Seolah-olah hari Ibu mengalahkan perayaan hari besar agama pada umumnya. Kenapa hari Ibu hanya ditentukan pada hari ini saja? Hanya satu hari? Pada bulan Desember lagi, akhir tahun. Kenapa tidak pada bulan-bulan di awal tahun saja? Kalau dipandang dari simbolisasi, maka bulan di awal tahun itu dapat dimaknai sebagai gerbang pintu perubahan dan awal harapan baru, karena ibu merupakan gerbang kehidupan awal bagi para manusia ke dunia. Pertanyaan-pertanyaan, dan asumsi-asumsi tersebut berkecamuk dalam pikiranku pagi ini.

Cobalah kita tengok sejenak, tak usah jauh-jauh, ibu kita sendiri, apakah kita sering melakukan sesuatu yang membuatnya berbunga-bunga dengan perasaan membuncah setiap hari dan waktu? Apakah kita sering membuat ibu kita tersenyum selalu selama menghabiskan waktu bersama? Atau malah sebaliknya, setiap kita bangun tidur yang kita dengar adalah omelan ibu kita atas tindakan kita yang dianggap “tidak benar” dalam pandangannya? Dan, menangis ketika kita melakukan perbuatan yang membuat perasaannya tersakiti dan kecewa? Jujur, saya belum pernah membuat ibu saya tersenyum dan tertawa setiap waktu tanpa sedikitpun menyakiti perasaannya. Memang sih, manusia tidak ada yang sempurna dan selalu melakukan kesalahan, akan tetapi sederhananya apakah kita sudah menjadi anak yang baik yang akan menjadi ibu yang baik bagi anak kita kelak? (bila anda perempuan, silahkan mengangguk atau menggeleng. Kalau anda pria, wah saya perlu menanyakan kejantanan anda, hehehe)

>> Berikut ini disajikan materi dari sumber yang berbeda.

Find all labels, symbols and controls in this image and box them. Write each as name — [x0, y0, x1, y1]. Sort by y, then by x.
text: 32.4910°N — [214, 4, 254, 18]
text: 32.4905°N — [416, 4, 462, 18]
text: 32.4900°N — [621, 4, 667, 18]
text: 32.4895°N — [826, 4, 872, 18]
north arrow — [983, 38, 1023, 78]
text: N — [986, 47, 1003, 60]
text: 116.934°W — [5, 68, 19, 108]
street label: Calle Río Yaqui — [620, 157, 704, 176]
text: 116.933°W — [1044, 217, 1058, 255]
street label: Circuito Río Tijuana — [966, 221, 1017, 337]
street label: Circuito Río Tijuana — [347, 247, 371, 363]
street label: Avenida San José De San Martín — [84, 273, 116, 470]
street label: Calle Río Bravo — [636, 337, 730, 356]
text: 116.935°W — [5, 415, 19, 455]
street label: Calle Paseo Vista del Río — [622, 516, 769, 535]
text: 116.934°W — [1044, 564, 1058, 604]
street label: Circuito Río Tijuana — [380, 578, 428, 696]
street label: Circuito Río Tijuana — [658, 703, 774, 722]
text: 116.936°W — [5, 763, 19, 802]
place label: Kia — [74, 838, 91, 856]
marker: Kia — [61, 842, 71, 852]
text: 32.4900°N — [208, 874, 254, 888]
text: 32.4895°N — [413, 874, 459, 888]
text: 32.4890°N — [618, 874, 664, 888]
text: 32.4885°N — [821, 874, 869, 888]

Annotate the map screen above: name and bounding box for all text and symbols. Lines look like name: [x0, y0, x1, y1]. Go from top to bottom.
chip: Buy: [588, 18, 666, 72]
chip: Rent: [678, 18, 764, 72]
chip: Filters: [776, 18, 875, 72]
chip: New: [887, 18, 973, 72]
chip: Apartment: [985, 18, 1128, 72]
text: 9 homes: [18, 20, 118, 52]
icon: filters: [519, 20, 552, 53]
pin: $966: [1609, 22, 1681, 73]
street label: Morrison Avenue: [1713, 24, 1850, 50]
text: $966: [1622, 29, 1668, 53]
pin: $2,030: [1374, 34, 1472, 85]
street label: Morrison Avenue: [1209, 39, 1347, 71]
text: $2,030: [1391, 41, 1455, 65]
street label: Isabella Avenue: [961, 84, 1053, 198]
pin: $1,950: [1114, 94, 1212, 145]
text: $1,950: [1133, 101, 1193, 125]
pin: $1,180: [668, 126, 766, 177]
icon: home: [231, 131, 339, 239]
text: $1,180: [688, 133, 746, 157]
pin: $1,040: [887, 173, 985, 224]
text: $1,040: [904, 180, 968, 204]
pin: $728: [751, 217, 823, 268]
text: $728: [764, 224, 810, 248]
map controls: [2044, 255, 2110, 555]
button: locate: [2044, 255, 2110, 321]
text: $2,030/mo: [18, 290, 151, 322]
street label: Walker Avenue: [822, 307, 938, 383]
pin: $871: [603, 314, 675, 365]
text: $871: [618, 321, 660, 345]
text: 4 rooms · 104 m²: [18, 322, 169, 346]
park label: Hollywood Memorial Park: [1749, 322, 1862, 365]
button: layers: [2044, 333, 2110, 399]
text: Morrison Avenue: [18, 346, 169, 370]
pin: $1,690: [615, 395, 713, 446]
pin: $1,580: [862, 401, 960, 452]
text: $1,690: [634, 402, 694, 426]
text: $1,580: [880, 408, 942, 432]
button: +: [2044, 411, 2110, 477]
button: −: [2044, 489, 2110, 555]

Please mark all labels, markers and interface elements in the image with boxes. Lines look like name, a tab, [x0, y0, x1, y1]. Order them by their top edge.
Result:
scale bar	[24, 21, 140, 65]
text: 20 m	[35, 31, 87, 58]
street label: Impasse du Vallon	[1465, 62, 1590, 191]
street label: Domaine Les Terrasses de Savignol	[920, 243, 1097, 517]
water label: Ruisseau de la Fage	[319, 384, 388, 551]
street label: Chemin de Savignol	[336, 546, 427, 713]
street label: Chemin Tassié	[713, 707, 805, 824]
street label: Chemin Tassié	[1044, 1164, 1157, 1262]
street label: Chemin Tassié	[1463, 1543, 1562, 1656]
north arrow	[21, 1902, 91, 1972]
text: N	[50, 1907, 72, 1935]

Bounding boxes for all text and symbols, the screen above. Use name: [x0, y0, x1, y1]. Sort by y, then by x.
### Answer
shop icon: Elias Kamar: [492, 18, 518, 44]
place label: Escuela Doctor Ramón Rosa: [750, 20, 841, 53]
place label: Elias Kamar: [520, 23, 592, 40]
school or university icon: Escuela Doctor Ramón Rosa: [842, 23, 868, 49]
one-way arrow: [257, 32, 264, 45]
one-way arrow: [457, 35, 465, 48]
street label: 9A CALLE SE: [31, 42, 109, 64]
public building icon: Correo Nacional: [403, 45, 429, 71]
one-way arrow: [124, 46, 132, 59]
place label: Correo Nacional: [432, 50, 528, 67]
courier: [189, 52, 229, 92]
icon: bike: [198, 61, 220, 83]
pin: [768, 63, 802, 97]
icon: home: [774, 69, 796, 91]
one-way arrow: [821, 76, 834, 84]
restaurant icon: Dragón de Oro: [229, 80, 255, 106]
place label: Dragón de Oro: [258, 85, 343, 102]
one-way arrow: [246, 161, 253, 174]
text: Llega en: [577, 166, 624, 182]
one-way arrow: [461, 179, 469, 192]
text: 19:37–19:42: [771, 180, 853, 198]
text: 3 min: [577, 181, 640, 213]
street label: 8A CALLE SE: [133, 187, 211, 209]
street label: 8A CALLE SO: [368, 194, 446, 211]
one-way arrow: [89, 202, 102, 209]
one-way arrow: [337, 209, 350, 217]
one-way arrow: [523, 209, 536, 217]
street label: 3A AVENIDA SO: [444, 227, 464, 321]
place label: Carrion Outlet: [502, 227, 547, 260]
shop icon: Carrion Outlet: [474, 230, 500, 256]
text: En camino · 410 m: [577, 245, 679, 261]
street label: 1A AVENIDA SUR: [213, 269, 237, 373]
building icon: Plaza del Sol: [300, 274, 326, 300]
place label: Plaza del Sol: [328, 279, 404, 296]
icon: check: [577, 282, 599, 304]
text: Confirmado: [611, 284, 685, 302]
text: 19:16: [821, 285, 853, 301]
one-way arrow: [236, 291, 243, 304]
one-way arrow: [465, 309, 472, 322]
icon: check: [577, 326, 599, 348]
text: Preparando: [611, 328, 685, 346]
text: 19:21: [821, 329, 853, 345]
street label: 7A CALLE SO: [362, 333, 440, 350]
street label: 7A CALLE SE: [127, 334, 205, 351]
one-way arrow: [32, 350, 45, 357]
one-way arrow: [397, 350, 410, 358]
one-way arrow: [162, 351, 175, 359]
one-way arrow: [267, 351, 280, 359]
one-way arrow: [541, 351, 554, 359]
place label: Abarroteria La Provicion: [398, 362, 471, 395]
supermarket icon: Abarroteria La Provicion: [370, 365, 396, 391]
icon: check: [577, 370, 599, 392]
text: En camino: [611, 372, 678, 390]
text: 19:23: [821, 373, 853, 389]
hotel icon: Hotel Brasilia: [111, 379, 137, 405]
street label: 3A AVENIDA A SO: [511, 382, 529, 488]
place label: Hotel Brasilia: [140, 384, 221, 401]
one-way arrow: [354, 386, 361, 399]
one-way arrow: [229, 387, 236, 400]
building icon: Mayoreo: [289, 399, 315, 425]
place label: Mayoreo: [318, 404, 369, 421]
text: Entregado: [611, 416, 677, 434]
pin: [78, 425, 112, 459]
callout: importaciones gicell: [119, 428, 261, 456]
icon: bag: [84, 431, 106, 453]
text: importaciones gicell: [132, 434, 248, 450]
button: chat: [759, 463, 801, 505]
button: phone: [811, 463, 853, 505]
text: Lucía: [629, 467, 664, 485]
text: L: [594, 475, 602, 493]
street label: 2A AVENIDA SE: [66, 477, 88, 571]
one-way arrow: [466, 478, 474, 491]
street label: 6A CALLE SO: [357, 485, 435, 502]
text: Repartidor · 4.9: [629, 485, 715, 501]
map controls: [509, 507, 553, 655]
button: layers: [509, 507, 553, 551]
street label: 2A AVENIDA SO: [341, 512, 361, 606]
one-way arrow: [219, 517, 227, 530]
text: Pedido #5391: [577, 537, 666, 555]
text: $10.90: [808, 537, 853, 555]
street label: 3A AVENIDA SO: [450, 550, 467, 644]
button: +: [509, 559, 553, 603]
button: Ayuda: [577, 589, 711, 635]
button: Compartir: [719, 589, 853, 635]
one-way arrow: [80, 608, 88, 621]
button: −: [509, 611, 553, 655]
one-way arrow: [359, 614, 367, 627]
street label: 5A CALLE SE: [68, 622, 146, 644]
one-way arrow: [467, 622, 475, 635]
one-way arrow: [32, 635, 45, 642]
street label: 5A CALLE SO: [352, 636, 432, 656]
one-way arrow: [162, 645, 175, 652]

Saya mengatakan dengan tegas bahwa hari ini yang ditasbihkan sebagai hari Ibu bagi saya adalah sekedar formalitas. Kenapa kita hanya membuat hari ini saja yang istimewa bagi ibu kita dengan kata-kata manis yang terlontar lewat media apapun? Sedangkan, di hari yang lain, kita masih melontarkan kata-kata menyakitkan pada ibu kita.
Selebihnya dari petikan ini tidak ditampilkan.